> [Work to complete]: Only the closing stretch of the material belongs in the answer: the line containing "For a GIS import: Dump the readable content of this image" and every line after it, copied exactly.

____________

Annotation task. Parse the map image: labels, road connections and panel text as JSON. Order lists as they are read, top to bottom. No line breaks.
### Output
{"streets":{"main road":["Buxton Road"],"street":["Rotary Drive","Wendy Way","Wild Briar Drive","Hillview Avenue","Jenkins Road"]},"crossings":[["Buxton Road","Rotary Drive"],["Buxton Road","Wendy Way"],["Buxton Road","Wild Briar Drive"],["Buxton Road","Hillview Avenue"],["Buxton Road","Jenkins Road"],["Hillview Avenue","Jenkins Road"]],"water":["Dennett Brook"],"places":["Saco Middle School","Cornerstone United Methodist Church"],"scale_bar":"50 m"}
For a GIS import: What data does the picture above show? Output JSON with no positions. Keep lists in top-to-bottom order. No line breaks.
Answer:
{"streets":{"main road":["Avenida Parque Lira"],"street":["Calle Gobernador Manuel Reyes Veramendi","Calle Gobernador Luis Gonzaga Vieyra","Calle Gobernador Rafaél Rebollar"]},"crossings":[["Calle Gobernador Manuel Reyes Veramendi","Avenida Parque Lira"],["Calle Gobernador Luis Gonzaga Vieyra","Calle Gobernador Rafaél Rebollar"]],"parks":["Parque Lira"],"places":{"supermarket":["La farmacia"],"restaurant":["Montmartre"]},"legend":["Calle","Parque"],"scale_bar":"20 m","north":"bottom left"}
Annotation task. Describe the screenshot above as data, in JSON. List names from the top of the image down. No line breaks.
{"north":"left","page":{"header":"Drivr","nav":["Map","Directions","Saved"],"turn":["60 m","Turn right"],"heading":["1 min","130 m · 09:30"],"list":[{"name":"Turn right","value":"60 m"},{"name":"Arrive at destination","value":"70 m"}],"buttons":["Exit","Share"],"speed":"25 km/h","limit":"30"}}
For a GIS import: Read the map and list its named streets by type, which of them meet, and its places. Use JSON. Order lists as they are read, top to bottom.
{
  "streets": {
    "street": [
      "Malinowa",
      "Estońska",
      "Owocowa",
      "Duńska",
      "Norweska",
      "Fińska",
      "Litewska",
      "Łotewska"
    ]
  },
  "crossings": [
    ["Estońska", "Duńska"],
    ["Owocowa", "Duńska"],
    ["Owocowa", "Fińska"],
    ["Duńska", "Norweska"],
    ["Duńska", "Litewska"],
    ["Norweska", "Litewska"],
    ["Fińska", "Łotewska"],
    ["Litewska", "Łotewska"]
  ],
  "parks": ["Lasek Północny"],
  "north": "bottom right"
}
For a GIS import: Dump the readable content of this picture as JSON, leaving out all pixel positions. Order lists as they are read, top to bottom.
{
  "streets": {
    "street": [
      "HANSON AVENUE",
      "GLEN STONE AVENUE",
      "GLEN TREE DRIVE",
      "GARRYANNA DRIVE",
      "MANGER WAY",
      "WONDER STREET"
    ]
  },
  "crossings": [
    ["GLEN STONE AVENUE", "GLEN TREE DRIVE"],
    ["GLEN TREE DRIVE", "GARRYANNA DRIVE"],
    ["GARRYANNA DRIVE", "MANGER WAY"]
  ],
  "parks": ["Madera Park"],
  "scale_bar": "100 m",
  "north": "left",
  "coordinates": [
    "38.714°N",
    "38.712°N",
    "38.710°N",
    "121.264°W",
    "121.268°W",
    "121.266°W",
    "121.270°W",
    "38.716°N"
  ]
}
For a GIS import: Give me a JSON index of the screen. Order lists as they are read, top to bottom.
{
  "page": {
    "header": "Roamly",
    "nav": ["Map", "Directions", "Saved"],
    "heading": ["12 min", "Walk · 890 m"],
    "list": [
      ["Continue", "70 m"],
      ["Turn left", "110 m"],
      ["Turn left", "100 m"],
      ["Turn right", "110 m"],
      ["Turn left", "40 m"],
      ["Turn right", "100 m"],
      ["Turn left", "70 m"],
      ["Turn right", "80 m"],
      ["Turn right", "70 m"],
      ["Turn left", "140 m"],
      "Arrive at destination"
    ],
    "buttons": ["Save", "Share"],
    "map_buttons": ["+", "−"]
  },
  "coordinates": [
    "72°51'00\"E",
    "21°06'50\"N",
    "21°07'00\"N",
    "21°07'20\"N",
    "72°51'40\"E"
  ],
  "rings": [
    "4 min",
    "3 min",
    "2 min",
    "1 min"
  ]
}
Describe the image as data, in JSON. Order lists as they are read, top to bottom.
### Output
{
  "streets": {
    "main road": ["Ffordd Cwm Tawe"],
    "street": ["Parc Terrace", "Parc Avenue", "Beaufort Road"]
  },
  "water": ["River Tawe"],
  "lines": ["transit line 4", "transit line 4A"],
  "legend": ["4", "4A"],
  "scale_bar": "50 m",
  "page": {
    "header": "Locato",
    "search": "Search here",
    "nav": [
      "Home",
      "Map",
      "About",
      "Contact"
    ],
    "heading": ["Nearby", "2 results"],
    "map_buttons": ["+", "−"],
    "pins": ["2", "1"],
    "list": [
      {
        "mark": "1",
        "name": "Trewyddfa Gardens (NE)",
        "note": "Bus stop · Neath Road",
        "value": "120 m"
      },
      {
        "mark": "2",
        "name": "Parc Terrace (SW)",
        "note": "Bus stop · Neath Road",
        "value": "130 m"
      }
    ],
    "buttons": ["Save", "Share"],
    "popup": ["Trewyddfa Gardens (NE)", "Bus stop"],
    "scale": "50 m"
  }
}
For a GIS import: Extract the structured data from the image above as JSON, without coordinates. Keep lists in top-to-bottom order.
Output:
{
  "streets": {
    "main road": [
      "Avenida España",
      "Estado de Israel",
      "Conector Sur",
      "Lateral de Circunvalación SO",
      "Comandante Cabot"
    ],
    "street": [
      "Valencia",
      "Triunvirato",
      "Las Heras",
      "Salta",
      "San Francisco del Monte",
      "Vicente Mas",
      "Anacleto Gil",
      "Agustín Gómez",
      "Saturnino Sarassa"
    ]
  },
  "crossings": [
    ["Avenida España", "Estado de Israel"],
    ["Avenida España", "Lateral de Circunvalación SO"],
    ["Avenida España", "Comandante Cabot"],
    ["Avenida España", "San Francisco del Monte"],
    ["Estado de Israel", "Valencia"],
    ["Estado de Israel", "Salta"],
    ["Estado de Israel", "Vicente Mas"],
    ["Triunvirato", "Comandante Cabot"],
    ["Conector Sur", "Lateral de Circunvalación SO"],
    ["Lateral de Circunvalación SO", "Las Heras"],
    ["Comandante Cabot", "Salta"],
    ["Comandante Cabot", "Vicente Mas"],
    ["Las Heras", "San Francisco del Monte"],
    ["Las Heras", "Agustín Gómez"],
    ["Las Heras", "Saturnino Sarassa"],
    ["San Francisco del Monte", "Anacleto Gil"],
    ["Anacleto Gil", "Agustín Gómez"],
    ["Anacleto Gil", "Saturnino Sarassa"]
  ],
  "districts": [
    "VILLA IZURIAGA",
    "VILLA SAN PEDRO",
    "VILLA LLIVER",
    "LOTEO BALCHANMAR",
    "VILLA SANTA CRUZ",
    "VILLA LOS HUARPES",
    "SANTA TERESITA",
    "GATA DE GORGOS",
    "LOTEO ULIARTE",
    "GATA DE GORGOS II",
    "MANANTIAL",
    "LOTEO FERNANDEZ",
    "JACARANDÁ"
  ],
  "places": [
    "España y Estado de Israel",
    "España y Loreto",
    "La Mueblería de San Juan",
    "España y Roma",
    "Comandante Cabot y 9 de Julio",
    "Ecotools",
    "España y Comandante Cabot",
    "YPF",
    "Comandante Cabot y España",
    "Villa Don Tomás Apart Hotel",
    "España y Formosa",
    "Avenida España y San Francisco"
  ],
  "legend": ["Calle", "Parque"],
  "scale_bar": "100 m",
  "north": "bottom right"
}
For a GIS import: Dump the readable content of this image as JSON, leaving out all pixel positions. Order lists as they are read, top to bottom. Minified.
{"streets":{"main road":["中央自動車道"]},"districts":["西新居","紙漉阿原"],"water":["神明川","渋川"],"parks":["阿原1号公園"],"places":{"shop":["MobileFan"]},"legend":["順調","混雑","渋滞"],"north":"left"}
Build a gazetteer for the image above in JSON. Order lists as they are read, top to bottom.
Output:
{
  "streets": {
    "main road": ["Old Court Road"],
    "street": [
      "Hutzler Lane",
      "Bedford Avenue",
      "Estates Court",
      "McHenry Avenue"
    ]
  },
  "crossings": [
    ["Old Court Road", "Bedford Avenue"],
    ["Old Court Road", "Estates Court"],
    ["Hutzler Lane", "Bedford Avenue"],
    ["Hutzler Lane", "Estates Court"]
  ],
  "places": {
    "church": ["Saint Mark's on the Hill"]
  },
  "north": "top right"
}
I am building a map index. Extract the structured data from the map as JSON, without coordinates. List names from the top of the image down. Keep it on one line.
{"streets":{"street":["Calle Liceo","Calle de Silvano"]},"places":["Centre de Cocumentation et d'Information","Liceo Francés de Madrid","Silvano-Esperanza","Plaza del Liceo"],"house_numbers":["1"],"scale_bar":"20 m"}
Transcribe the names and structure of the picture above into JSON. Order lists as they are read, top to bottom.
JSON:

____________

> [Answer below]:
For a GIS import: Dump the readable content of this image as JSON, leaving out all pixel positions. Order lists as they are read, top to bottom. Minified.
{"streets":{"main road":["中央自動車道"]},"districts":["西新居","紙漉阿原"],"water":["神明川","渋川"],"parks":["阿原1号公園"],"places":{"shop":["MobileFan"]},"legend":["順調","混雑","渋滞"],"north":"left"}
Build a gazetteer for the image above in JSON. Order lists as they are read, top to bottom.
Output:
{
  "streets": {
    "main road": ["Old Court Road"],
    "street": [
      "Hutzler Lane",
      "Bedford Avenue",
      "Estates Court",
      "McHenry Avenue"
    ]
  },
  "crossings": [
    ["Old Court Road", "Bedford Avenue"],
    ["Old Court Road", "Estates Court"],
    ["Hutzler Lane", "Bedford Avenue"],
    ["Hutzler Lane", "Estates Court"]
  ],
  "places": {
    "church": ["Saint Mark's on the Hill"]
  },
  "north": "top right"
}
I am building a map index. Extract the structured data from the map as JSON, without coordinates. List names from the top of the image down. Keep it on one line.
{"streets":{"street":["Calle Liceo","Calle de Silvano"]},"places":["Centre de Cocumentation et d'Information","Liceo Francés de Madrid","Silvano-Esperanza","Plaza del Liceo"],"house_numbers":["1"],"scale_bar":"20 m"}
Transcribe the names and structure of the picture above into JSON. Order lists as they are read, top to bottom.
JSON:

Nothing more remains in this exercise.